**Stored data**
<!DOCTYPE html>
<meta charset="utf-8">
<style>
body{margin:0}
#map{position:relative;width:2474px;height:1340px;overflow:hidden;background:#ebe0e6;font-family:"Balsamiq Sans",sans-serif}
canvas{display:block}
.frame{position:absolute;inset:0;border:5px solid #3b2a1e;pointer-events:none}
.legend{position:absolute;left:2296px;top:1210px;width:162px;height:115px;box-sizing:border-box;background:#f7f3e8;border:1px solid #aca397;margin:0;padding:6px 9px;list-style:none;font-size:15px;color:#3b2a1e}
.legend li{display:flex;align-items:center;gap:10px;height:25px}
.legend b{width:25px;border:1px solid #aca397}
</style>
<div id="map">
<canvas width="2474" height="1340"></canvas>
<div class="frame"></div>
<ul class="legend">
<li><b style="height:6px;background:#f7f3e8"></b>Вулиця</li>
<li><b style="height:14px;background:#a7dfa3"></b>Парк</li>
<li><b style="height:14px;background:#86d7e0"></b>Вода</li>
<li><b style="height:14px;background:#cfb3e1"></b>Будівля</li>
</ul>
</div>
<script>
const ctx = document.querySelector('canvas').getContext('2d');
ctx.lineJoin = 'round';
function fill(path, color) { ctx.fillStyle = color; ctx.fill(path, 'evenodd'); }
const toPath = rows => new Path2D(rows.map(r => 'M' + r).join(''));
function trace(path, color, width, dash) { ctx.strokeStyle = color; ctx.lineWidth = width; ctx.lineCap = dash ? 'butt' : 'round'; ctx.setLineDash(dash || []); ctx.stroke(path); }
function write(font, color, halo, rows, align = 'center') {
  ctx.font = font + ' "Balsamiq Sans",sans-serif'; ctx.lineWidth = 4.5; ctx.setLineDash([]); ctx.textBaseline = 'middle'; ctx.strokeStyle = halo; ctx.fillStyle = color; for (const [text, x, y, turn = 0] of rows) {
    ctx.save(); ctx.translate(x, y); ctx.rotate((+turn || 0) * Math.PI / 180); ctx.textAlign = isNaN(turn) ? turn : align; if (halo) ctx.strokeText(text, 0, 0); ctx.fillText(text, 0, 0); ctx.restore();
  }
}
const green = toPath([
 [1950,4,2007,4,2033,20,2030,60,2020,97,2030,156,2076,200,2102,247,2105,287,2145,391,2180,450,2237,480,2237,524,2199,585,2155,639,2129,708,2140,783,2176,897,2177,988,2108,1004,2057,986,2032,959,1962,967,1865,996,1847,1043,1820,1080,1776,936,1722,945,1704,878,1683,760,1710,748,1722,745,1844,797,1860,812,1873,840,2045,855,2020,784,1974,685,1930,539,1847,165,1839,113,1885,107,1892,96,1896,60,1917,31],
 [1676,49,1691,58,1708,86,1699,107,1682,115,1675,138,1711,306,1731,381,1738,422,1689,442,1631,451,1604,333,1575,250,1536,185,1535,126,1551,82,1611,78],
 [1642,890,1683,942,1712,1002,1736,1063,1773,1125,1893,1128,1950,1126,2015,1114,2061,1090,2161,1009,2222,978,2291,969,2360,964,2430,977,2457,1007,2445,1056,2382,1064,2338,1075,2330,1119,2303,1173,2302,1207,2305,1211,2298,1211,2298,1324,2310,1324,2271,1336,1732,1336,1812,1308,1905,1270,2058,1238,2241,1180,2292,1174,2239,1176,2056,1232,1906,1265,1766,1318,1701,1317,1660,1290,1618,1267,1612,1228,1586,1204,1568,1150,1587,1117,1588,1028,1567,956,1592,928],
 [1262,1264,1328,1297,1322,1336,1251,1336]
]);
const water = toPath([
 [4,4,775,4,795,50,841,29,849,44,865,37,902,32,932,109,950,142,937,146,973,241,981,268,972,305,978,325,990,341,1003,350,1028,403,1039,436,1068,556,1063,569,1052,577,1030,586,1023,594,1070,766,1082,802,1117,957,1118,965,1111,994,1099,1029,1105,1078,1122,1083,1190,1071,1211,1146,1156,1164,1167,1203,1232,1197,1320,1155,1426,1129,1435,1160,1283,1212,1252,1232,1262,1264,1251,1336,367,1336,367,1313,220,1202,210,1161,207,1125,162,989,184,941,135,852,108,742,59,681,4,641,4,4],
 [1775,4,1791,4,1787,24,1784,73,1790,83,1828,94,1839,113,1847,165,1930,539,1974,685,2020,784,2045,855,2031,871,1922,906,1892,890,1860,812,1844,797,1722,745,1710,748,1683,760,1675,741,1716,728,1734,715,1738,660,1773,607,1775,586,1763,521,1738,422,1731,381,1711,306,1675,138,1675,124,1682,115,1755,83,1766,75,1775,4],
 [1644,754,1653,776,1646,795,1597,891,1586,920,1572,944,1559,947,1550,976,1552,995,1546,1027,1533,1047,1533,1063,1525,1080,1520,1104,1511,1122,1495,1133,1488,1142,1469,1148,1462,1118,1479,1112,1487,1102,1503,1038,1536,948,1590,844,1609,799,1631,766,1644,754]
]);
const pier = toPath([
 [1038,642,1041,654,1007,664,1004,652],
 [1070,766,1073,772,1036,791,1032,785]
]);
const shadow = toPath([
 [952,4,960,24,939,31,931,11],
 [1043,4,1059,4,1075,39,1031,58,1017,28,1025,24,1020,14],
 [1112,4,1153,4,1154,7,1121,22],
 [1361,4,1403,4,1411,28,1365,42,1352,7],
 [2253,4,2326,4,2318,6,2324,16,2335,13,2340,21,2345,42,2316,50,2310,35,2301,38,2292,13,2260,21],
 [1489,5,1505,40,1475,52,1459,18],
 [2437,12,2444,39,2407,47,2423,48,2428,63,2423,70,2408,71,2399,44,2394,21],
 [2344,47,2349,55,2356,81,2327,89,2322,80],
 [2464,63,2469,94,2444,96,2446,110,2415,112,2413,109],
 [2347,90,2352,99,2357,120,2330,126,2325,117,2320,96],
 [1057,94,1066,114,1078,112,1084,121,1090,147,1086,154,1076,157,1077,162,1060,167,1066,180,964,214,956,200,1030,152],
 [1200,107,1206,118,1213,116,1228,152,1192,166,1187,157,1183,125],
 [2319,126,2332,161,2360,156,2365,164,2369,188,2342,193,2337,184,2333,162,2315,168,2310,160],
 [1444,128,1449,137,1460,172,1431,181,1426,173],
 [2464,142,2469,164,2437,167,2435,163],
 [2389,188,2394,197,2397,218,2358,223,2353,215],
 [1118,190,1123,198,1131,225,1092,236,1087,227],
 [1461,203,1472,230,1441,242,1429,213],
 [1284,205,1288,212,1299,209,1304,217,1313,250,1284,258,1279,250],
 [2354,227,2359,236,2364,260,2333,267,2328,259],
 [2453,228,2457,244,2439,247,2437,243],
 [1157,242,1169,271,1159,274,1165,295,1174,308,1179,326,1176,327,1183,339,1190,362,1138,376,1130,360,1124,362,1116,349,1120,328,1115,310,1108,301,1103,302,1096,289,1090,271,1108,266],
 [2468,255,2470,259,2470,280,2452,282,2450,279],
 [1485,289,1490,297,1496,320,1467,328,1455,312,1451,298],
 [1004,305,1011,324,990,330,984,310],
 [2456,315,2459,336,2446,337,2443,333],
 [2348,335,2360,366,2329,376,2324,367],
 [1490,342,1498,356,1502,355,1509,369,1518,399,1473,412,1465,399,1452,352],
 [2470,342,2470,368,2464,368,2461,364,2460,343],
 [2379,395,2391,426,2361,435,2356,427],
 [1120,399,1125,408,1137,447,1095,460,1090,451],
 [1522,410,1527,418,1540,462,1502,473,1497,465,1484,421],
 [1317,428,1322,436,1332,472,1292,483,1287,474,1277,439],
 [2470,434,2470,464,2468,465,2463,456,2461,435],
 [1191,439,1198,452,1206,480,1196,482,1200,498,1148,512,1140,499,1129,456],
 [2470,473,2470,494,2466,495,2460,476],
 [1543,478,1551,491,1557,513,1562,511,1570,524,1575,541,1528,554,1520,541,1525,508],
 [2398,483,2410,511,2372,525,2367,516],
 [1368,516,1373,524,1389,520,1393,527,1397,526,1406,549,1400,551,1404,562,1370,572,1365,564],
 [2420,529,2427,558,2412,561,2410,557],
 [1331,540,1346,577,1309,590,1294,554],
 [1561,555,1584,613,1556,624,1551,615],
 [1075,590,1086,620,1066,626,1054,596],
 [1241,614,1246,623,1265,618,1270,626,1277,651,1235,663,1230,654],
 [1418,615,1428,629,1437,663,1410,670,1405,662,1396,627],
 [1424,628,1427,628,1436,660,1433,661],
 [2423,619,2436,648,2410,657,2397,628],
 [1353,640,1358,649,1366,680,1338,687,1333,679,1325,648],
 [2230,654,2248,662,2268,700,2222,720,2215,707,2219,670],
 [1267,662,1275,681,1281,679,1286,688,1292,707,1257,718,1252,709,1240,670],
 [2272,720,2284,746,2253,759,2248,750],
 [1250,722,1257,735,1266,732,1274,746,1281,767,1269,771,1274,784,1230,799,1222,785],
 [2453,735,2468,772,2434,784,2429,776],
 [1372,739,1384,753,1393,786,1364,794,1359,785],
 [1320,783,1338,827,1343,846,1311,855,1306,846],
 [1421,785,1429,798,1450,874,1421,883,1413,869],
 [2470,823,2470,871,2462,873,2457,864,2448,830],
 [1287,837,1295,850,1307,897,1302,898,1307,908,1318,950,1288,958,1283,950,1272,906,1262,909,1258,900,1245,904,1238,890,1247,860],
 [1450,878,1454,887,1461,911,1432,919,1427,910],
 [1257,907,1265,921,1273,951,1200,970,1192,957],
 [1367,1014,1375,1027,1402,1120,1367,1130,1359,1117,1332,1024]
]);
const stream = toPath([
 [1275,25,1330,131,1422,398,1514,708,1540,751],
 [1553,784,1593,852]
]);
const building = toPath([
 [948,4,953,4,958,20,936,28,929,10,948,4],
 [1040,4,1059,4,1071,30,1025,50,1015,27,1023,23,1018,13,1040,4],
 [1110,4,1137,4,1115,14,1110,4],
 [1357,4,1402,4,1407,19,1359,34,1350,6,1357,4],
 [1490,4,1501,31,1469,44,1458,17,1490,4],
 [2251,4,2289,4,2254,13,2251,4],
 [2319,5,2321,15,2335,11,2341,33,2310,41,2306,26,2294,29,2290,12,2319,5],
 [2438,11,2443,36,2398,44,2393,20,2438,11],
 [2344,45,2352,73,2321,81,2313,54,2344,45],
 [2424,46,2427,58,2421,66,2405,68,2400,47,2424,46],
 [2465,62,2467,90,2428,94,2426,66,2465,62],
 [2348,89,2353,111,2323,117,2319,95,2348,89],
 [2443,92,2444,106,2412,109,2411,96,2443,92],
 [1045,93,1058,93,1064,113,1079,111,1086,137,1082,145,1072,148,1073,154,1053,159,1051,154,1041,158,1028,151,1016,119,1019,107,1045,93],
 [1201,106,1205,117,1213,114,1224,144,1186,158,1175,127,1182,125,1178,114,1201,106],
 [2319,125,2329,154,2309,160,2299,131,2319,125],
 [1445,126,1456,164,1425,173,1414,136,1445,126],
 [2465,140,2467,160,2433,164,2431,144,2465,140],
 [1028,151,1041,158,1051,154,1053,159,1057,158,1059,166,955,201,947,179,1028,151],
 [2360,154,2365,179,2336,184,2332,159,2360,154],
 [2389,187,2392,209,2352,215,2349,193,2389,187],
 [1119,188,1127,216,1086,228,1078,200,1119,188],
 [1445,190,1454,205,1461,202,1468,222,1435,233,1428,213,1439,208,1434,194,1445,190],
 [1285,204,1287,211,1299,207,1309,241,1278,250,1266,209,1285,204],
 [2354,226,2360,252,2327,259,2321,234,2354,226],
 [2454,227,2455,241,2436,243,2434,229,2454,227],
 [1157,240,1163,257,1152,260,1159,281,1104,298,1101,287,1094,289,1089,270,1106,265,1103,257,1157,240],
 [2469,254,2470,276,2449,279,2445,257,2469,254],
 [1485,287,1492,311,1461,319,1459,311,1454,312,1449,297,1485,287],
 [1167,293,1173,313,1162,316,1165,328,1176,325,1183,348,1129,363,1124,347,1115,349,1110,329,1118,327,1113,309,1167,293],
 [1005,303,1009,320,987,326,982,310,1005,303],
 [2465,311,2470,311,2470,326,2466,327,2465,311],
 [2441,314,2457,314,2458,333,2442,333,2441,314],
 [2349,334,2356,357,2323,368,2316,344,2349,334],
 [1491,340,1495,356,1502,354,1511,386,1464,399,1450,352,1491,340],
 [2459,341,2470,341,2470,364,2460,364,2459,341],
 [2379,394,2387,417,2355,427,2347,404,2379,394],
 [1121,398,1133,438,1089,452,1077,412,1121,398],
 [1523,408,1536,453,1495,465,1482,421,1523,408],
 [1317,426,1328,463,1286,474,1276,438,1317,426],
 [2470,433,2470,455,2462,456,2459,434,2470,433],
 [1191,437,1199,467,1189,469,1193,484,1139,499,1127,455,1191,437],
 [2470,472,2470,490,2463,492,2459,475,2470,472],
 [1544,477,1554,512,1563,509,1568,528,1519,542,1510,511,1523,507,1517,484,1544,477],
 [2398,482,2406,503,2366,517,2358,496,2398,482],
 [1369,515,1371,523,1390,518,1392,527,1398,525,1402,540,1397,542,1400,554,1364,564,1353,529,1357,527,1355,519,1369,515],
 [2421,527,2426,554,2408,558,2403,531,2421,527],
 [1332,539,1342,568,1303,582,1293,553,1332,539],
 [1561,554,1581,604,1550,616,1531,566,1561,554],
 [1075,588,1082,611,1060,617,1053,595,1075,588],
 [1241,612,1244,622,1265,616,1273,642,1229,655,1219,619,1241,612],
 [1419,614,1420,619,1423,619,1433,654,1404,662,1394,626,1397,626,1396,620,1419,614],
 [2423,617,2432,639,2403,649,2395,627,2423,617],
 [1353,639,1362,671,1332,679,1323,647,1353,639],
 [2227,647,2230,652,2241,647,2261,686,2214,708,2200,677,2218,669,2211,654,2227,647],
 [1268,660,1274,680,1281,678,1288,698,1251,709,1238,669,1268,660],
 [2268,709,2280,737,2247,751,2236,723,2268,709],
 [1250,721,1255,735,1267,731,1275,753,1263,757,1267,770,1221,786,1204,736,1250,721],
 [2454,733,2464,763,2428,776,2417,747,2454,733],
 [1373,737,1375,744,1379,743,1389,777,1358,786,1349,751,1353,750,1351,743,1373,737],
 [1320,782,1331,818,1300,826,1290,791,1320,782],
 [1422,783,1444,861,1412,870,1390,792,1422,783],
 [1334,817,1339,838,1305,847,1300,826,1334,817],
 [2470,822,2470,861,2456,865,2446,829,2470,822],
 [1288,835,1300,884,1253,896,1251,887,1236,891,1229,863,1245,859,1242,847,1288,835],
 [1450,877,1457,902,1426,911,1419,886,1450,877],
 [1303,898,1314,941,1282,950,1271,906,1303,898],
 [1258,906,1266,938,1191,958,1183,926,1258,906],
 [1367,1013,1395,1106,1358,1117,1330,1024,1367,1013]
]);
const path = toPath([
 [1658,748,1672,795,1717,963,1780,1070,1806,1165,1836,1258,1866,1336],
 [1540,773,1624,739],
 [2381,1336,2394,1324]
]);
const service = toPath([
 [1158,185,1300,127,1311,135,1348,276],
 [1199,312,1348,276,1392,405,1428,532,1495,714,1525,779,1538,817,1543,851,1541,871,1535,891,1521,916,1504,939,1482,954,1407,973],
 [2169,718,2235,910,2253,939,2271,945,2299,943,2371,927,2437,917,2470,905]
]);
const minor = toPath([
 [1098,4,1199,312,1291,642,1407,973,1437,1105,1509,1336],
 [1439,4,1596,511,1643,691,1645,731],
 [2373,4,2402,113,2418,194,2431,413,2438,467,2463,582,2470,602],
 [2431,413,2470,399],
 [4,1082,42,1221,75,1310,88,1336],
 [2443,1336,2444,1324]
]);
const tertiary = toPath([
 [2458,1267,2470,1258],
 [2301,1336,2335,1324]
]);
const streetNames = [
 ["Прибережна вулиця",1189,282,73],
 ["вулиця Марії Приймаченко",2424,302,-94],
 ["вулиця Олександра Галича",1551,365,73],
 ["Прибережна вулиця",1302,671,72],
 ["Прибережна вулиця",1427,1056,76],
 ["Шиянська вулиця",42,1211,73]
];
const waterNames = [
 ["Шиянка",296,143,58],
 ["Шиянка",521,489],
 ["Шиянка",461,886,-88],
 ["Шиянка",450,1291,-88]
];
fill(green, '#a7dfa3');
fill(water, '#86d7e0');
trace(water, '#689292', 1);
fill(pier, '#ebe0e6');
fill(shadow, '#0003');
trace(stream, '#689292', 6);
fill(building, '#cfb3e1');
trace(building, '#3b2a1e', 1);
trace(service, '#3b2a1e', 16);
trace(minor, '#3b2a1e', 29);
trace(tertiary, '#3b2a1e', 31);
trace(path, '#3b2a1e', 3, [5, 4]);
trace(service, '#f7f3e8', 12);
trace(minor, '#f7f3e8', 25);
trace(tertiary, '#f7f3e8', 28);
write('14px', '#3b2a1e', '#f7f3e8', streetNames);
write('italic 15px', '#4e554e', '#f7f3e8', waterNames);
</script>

**Assignment**
In the entries above, tally the lines that hold the string "rows" and give only the count.

**Exercise result**
3